**Aim of the task:** Start at the line containing "Input: one rendered" and transcribe every line exactly through the end of the records below, and only those lines.

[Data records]
+++

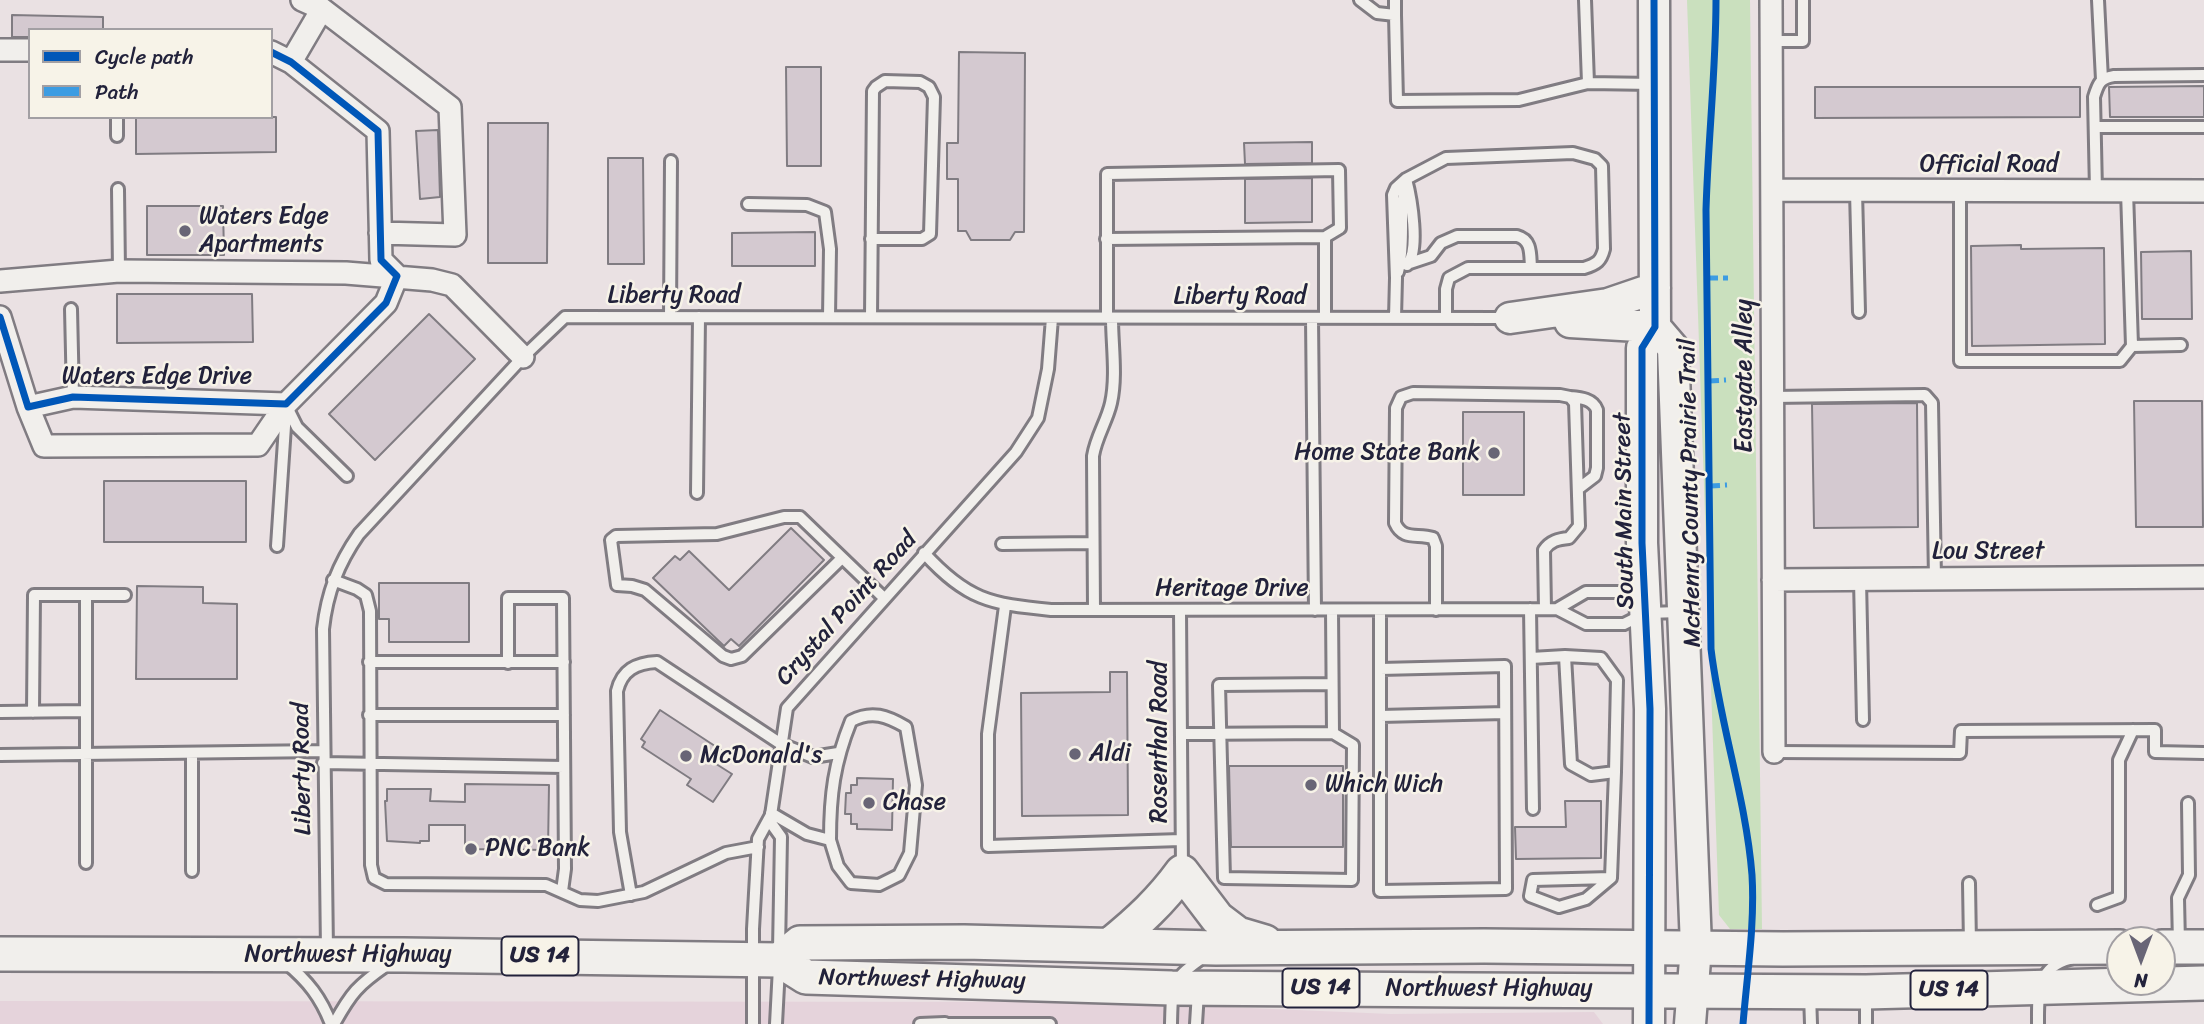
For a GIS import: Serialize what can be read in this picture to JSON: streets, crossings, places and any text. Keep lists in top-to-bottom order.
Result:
{
  "streets": {
    "main road": ["Northwest Highway", "US 14"],
    "street": [
      "Official Road",
      "Eastgate Alley",
      "Waters Edge Drive",
      "South Main Street",
      "Lou Street"
    ],
    "lane": [
      "Liberty Road",
      "Heritage Drive",
      "Crystal Point Road",
      "Rosenthal Road"
    ],
    "cycle path": ["McHenry County Prairie Trail"]
  },
  "crossings": [
    ["Official Road", "Eastgate Alley"],
    ["Liberty Road", "Crystal Point Road"],
    ["Liberty Road", "Northwest Highway"],
    ["Eastgate Alley", "Lou Street"],
    ["South Main Street", "Heritage Drive"],
    ["South Main Street", "Northwest Highway"],
    ["Heritage Drive", "Crystal Point Road"],
    ["Heritage Drive", "Rosenthal Road"],
    ["Crystal Point Road", "Northwest Highway"]
  ],
  "places": [
    "Waters Edge Apartments",
    "Home State Bank",
    "Aldi",
    "McDonald's",
    "Which Wich",
    "Chase",
    "PNC Bank"
  ],
  "legend": ["Cycle path", "Path"],
  "north": "bottom"
}
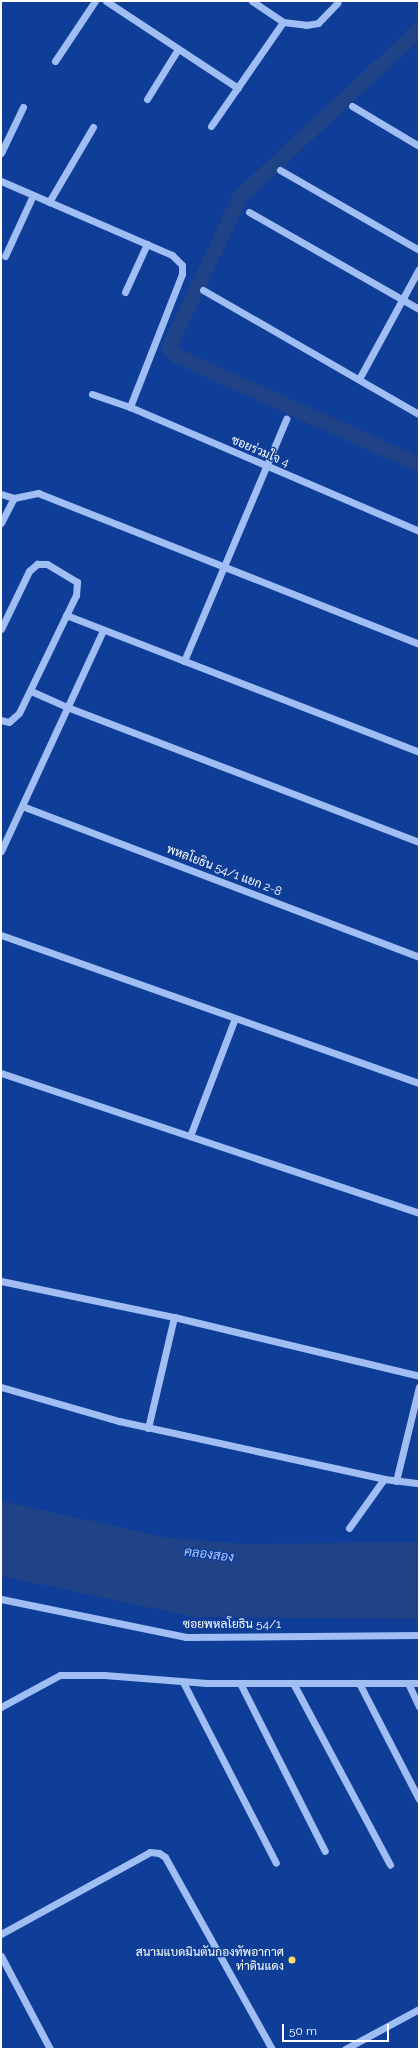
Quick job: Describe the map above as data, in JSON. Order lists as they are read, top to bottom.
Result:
{
  "streets": {
    "street": ["ซอยร่วมใจ 4", "พหลโยธิน 54/1 แยก 2-8", "ซอยพหลโยธิน 54/1"]
  },
  "water": ["คลองสอง"],
  "places": ["สนามแบดมินตันกองทัพอากาศ ท่าดินแดง"],
  "scale_bar": "50 m"
}
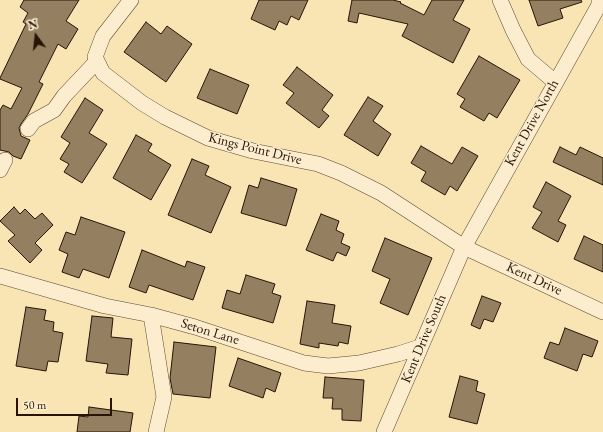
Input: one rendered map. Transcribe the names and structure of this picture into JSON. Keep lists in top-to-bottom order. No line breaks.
{"streets":{"street":["Kent Drive North","Kings Point Drive","Kent Drive","Seton Lane","Kent Drive South"]},"crossings":[["Kent Drive North","Kings Point Drive"],["Kent Drive North","Kent Drive"],["Kent Drive North","Kent Drive South"],["Kings Point Drive","Kent Drive"],["Kings Point Drive","Kent Drive South"],["Kent Drive","Kent Drive South"],["Seton Lane","Kent Drive South"]],"scale_bar":"50 m","north":"top"}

+++

**Expected answer:**
Input: one rendered map. Transcribe the names and structure of this picture into JSON. Keep lists in top-to-bottom order. No line breaks.
{"streets":{"street":["Kent Drive North","Kings Point Drive","Kent Drive","Seton Lane","Kent Drive South"]},"crossings":[["Kent Drive North","Kings Point Drive"],["Kent Drive North","Kent Drive"],["Kent Drive North","Kent Drive South"],["Kings Point Drive","Kent Drive"],["Kings Point Drive","Kent Drive South"],["Kent Drive","Kent Drive South"],["Seton Lane","Kent Drive South"]],"scale_bar":"50 m","north":"top"}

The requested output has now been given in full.